# TRY IT
Look below and pull out each line with the word "position".

# DATA RECORDS
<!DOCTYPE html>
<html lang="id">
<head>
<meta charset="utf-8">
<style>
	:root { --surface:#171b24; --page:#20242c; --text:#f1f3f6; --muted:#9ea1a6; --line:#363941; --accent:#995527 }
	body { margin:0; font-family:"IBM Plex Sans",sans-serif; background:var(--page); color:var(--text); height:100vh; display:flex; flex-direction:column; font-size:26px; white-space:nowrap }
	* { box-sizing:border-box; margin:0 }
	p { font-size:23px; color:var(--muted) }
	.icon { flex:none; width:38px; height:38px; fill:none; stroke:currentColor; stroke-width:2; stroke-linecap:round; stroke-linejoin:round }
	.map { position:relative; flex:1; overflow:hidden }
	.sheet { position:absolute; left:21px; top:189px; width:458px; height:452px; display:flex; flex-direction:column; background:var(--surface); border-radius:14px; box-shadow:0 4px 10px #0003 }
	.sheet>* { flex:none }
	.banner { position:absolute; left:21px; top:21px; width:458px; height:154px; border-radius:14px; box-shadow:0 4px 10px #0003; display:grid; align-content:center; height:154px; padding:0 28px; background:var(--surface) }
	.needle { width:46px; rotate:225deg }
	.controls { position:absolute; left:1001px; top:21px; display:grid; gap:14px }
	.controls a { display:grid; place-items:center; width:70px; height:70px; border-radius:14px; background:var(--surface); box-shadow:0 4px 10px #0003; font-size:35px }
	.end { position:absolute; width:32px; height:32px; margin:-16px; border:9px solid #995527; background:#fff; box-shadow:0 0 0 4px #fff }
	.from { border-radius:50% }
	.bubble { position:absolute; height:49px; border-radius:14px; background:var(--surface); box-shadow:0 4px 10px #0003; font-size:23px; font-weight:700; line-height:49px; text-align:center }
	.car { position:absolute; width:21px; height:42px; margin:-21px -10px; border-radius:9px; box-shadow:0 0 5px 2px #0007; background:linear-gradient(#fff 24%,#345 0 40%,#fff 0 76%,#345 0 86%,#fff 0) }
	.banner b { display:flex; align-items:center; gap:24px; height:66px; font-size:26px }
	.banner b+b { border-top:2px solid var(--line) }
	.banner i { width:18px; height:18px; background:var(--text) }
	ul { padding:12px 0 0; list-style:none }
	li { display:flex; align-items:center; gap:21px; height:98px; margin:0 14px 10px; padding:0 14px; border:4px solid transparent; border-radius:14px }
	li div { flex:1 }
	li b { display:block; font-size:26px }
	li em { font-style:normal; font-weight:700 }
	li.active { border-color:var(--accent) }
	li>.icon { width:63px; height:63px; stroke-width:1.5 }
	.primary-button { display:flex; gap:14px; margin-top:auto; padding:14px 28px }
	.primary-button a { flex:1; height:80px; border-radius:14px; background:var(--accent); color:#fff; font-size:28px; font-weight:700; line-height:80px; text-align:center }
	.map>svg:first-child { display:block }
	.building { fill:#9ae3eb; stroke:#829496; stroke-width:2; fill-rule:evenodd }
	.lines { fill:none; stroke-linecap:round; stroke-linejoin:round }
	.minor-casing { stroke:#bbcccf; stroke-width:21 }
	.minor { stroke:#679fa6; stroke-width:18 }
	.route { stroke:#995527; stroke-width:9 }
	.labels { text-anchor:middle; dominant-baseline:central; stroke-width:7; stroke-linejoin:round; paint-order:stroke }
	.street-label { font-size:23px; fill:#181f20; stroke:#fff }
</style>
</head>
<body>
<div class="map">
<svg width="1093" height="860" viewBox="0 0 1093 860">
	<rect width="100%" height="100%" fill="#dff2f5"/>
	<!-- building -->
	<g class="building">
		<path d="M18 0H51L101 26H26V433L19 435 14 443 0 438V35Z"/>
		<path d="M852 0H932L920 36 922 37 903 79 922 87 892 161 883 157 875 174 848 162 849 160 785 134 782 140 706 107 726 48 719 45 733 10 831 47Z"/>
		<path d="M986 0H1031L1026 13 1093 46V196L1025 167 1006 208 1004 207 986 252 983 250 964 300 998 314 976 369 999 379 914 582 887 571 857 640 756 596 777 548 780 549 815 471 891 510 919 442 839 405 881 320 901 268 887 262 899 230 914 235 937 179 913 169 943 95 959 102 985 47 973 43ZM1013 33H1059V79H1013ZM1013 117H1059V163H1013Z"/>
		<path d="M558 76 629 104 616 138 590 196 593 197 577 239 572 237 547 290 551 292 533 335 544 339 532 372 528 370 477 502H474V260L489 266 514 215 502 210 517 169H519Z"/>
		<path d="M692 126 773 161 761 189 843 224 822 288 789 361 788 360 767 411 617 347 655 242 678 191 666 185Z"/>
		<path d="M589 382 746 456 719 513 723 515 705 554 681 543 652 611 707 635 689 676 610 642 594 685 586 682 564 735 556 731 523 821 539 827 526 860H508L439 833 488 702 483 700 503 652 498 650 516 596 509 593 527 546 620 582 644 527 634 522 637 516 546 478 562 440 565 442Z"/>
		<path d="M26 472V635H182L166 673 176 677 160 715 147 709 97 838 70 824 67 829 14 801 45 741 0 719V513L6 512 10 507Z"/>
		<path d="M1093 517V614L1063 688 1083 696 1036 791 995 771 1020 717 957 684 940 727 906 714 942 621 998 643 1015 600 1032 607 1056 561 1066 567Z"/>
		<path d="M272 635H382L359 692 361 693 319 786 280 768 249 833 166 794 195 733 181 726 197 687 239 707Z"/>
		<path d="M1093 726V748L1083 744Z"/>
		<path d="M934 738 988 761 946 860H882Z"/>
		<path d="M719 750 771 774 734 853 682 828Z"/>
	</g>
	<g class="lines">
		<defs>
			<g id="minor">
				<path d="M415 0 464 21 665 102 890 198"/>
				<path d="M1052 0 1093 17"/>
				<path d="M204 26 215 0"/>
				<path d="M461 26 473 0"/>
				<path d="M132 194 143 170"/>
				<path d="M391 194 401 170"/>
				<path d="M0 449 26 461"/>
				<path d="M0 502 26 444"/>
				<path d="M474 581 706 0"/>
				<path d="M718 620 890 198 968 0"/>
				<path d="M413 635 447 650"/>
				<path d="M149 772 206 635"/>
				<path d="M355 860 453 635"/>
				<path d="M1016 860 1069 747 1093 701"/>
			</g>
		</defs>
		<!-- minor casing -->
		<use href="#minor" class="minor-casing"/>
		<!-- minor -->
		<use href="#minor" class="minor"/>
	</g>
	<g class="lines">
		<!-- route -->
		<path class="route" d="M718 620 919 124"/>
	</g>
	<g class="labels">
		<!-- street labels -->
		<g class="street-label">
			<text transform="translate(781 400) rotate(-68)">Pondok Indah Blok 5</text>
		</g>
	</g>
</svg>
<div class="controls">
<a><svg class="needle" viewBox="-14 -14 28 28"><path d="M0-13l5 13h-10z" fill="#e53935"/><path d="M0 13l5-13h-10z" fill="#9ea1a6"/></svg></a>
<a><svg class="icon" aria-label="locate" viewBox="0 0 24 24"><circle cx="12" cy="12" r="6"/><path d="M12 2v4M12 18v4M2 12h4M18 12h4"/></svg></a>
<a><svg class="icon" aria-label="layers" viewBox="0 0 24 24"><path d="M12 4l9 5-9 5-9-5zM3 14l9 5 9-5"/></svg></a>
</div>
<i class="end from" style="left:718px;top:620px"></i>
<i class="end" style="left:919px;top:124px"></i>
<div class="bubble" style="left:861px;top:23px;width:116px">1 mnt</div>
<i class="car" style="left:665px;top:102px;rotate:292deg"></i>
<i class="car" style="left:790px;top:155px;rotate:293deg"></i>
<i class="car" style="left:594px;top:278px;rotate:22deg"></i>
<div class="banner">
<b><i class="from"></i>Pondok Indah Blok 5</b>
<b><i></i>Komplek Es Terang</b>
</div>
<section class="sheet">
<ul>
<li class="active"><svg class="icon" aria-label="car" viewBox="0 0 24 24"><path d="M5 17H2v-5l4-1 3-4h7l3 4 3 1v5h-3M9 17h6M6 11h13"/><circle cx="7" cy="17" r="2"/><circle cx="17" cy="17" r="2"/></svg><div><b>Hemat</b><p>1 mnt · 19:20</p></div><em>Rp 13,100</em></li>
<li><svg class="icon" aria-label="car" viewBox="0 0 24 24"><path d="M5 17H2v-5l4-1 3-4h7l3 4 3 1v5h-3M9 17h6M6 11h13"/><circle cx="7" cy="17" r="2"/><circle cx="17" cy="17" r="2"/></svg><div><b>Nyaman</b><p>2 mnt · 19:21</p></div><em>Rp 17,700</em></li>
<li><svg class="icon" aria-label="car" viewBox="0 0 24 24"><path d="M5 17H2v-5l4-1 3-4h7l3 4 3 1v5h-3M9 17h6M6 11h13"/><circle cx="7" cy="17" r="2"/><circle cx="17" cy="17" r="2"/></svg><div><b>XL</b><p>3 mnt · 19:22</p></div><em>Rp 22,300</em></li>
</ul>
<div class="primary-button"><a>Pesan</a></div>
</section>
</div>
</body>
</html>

# FINISHED TASK
	.map { position:relative; flex:1; overflow:hidden }
	.sheet { position:absolute; left:21px; top:189px; width:458px; height:452px; display:flex; flex-direction:column; background:var(--surface); border-radius:14px; box-shadow:0 4px 10px #0003 }
	.banner { position:absolute; left:21px; top:21px; width:458px; height:154px; border-radius:14px; box-shadow:0 4px 10px #0003; display:grid; align-content:center; height:154px; padding:0 28px; background:var(--surface) }
	.controls { position:absolute; left:1001px; top:21px; display:grid; gap:14px }
	.end { position:absolute; width:32px; height:32px; margin:-16px; border:9px solid #995527; background:#fff; box-shadow:0 0 0 4px #fff }
	.bubble { position:absolute; height:49px; border-radius:14px; background:var(--surface); box-shadow:0 4px 10px #0003; font-size:23px; font-weight:700; line-height:49px; text-align:center }
	.car { position:absolute; width:21px; height:42px; margin:-21px -10px; border-radius:9px; box-shadow:0 0 5px 2px #0007; background:linear-gradient(#fff 24%,#345 0 40%,#fff 0 76%,#345 0 86%,#fff 0) }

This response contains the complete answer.